The magazine cover, featuring a large photo of 19-year-old Tsarnaev, has generated controversy since its release. #BoycottRollingStone has been trending on Twitter, while Boston Mayor Thomas M. Menino sent a letter to the publisher of Rolling Stone: “Your August 3 cover rewards a terrorist with celebrity treatment,” Menino wrote, adding that the cover was “ill-conceived at best.”

As someone with close family members and friends in Boston, and as a decent human being, I understand where Menino is coming from. If someone I loved had been maimed in the Boston Marathon bombing and I saw the suspected perpetrator on a magazine cover, I would be angry and horrified.

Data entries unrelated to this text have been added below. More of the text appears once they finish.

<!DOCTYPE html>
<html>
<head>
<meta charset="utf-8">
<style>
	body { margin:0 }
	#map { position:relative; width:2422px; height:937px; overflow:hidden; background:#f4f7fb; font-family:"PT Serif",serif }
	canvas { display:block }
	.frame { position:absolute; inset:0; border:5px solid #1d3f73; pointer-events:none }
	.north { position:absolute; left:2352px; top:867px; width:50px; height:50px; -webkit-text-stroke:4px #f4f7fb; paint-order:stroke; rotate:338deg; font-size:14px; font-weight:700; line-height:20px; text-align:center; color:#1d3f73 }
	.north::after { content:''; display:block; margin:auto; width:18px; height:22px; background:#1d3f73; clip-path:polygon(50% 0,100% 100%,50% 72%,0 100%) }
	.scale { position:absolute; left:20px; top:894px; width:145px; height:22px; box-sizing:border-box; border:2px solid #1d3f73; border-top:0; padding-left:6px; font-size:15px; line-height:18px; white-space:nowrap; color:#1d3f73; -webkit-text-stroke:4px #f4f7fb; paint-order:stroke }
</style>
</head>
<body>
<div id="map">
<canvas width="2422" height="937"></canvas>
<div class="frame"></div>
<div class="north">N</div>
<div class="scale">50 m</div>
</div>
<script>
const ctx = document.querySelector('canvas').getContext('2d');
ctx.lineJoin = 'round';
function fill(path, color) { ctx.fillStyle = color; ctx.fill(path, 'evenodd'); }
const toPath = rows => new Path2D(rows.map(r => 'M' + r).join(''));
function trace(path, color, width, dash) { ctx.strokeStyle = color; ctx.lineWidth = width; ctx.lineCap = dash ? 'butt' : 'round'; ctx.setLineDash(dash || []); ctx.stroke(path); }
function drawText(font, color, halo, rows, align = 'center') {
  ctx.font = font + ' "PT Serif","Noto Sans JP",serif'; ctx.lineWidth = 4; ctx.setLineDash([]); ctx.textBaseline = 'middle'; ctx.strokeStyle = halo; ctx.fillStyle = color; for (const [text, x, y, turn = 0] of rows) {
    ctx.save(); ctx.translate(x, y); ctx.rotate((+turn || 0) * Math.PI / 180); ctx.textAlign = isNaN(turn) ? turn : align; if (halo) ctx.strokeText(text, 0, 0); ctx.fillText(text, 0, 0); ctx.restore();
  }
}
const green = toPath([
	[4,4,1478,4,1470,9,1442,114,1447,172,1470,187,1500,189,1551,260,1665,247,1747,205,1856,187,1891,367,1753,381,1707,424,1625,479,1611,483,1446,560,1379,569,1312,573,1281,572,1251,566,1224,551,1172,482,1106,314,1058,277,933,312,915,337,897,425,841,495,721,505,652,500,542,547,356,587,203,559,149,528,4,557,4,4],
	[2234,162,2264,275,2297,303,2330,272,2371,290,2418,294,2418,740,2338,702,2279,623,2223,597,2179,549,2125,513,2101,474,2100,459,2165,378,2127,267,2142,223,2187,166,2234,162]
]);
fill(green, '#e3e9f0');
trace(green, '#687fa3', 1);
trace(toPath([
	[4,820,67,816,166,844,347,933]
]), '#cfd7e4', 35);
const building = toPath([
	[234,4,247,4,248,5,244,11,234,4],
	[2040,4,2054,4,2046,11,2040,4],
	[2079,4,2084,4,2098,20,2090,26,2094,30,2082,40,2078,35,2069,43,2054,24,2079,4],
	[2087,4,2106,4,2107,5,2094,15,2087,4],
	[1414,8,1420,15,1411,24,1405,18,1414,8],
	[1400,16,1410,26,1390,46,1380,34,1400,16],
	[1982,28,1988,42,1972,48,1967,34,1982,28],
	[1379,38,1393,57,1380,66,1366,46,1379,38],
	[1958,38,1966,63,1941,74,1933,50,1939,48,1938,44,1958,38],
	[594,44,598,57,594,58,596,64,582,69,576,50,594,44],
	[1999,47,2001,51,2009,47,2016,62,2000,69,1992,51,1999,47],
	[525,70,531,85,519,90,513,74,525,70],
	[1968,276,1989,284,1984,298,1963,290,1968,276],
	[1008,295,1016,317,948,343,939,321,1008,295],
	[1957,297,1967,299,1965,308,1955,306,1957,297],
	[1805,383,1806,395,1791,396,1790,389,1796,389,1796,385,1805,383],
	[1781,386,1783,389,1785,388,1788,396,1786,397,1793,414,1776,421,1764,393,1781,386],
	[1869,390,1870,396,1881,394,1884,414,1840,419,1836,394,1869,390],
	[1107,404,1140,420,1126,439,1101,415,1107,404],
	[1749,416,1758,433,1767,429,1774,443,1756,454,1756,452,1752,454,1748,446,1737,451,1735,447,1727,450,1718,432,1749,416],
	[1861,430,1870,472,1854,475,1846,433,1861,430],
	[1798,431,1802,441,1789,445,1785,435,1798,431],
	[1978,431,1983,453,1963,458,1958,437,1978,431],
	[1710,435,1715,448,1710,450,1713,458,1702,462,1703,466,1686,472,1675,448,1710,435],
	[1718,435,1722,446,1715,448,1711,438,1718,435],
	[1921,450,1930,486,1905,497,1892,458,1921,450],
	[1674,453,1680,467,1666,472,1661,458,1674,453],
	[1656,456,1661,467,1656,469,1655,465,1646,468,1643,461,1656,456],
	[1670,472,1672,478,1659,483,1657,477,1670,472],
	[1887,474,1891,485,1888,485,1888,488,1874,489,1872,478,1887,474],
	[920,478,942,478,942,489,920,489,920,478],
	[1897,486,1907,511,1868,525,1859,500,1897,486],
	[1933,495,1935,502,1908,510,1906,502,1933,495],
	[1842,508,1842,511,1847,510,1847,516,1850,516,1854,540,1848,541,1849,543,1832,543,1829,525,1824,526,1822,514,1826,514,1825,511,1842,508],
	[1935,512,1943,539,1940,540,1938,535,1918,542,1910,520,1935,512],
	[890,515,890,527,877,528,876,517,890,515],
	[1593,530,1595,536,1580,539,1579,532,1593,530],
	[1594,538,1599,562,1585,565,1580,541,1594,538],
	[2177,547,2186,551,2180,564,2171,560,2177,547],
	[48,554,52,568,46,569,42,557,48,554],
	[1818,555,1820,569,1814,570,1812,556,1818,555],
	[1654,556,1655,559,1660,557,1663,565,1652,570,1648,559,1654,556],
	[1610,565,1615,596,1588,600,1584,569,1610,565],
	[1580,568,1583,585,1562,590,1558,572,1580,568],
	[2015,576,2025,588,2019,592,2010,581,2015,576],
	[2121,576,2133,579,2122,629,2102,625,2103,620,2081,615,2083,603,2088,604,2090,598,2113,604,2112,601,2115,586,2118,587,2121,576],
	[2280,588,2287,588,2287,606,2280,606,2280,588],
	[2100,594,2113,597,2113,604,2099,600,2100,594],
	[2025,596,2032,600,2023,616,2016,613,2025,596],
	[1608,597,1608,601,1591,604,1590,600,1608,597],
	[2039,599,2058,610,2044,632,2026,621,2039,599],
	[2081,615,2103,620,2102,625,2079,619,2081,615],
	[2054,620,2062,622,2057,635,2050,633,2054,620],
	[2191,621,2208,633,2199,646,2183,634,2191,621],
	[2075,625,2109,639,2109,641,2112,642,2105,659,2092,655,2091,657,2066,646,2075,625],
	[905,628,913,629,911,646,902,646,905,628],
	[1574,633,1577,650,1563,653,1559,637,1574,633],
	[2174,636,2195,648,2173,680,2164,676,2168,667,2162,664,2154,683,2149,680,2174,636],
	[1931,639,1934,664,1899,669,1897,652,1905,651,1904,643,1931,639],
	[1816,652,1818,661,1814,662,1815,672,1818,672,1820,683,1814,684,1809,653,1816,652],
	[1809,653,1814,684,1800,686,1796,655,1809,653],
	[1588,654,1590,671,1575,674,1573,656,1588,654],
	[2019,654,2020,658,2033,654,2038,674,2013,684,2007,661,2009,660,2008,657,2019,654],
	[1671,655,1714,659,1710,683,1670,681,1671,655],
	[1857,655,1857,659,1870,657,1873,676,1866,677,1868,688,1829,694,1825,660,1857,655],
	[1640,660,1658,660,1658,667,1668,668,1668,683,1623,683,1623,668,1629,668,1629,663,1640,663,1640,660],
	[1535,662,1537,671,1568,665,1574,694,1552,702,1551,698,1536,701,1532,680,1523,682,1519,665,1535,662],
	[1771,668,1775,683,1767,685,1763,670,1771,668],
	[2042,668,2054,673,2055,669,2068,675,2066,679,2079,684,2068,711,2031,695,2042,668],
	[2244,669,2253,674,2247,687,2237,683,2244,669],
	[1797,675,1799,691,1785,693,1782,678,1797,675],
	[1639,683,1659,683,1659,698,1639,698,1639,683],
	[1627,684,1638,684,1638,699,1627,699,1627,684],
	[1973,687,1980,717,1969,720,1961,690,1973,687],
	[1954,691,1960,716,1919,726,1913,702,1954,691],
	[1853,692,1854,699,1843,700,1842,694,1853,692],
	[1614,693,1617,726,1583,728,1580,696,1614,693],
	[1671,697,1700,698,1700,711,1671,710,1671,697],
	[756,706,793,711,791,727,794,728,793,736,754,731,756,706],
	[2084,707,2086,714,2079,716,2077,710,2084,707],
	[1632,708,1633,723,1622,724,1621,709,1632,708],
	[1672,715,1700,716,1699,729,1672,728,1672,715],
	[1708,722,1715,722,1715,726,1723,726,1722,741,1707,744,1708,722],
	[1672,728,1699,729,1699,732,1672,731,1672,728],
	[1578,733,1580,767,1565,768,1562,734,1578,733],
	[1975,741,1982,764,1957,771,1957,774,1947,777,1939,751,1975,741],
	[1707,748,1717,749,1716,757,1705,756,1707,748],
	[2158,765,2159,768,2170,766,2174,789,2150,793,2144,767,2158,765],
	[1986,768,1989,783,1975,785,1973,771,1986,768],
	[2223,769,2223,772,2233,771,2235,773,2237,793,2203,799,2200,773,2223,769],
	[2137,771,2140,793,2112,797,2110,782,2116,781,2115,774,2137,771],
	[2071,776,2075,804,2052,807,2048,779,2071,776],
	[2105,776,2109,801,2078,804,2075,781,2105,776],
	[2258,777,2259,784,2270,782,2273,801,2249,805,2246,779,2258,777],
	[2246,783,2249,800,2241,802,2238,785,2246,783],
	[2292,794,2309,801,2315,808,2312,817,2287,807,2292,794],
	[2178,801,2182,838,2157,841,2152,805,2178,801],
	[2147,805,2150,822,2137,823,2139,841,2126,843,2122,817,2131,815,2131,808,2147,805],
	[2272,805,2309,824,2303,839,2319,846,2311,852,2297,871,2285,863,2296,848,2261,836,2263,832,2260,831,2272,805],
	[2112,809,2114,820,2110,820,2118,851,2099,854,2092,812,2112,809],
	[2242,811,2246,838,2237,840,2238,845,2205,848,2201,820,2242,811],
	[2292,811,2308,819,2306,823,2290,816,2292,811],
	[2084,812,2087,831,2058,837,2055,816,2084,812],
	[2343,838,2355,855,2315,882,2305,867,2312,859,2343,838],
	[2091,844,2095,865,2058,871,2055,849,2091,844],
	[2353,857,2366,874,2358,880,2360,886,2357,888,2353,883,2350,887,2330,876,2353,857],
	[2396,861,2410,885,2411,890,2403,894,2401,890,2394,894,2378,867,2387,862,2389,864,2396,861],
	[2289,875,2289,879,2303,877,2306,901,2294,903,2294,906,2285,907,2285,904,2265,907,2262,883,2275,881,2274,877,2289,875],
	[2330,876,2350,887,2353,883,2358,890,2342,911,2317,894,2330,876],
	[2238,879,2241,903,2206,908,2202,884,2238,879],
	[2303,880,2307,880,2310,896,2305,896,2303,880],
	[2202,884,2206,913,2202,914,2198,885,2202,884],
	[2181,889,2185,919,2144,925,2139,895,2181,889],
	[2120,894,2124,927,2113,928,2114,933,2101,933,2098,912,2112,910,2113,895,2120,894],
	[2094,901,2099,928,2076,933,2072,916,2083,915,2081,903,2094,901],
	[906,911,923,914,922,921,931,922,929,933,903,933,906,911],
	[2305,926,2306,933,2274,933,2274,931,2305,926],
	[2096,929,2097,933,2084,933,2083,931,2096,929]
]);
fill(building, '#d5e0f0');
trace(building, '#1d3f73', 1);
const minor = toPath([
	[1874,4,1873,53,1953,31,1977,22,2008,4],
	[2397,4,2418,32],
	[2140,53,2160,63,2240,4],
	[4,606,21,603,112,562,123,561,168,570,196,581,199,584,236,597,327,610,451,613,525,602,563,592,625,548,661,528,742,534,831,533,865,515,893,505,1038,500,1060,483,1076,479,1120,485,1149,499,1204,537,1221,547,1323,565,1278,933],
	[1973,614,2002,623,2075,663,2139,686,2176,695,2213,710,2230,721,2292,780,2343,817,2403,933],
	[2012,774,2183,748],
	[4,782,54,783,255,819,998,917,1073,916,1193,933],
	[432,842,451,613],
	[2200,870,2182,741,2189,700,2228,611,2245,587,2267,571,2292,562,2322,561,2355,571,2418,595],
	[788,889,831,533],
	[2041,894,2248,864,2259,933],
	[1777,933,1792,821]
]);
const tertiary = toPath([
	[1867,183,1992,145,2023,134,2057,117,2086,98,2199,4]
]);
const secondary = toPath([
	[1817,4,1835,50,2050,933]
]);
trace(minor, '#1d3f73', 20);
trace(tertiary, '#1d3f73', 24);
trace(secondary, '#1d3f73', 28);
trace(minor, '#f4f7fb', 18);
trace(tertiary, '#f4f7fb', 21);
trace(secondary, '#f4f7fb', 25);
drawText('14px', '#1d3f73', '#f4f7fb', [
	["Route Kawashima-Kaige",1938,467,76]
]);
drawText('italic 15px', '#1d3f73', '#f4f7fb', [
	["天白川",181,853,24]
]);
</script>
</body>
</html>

I wouldn’t want a reminder of the ever-present pain, especially not one that afforded such attention to the suspect.

But I have to wonder if Mayor Menino has read the article. I ask myself whether anyone who Tweeted #BoycottRollingStone even opened the magazine, because when I finished that article, I knew it was one of the most informative and important pieces I’ve ever read.

“Jahar’s World,” written by contributing editor Janet Reitman, follows the life of a young, handsome, talented immigrant. His first name was so confusing that his friends, of whom there were many, took to calling him Jahar, an Americanized nickname he came up with. Jahar wrestled and smoked marijuana; his parents divorced during high school; he idolized his older brother, Tamerlan.

In another life, he could’ve epitomized the American Dream. In reality, Dzhokhar and Tamerlan are suspected of bombing the Boston Marathon on April 15, a terrorist attack that killed three people and wounded more than 300.

Until I read the article, I couldn’t wrap my mind around how a terrorist could be just like you or me. Now, when I see the cover photo of Jahar Tsarnaev – an appropriate image, given the piece – I’m not that angry anymore. Instead, I’m sad – heartbroken that someone with so much promise fell so far. The tragedy of the Boston Marathon bombing isn’t just that so many people were hurt: it’s that even though there were some warning signs of Jahar’s increasing radicalism, no one saw them and no one helped him.

With that in mind, I think Aesop’s quote needs a slight amendment. Sometimes, after learning both sides of the truth, you don’t pick either side. Rather, you realize that truth is different from what you thought. In this case, I now know Jahar’s story isn’t about an evil mastermind, but an unhappy, young man who searched for solace and took a wrong turn. I’m grateful I looked past the cover photo to find that out.

Writing about Jahar Tsarnaev doesn’t make him innocent. But it does make him a human being, which he deserves, just like anyone else.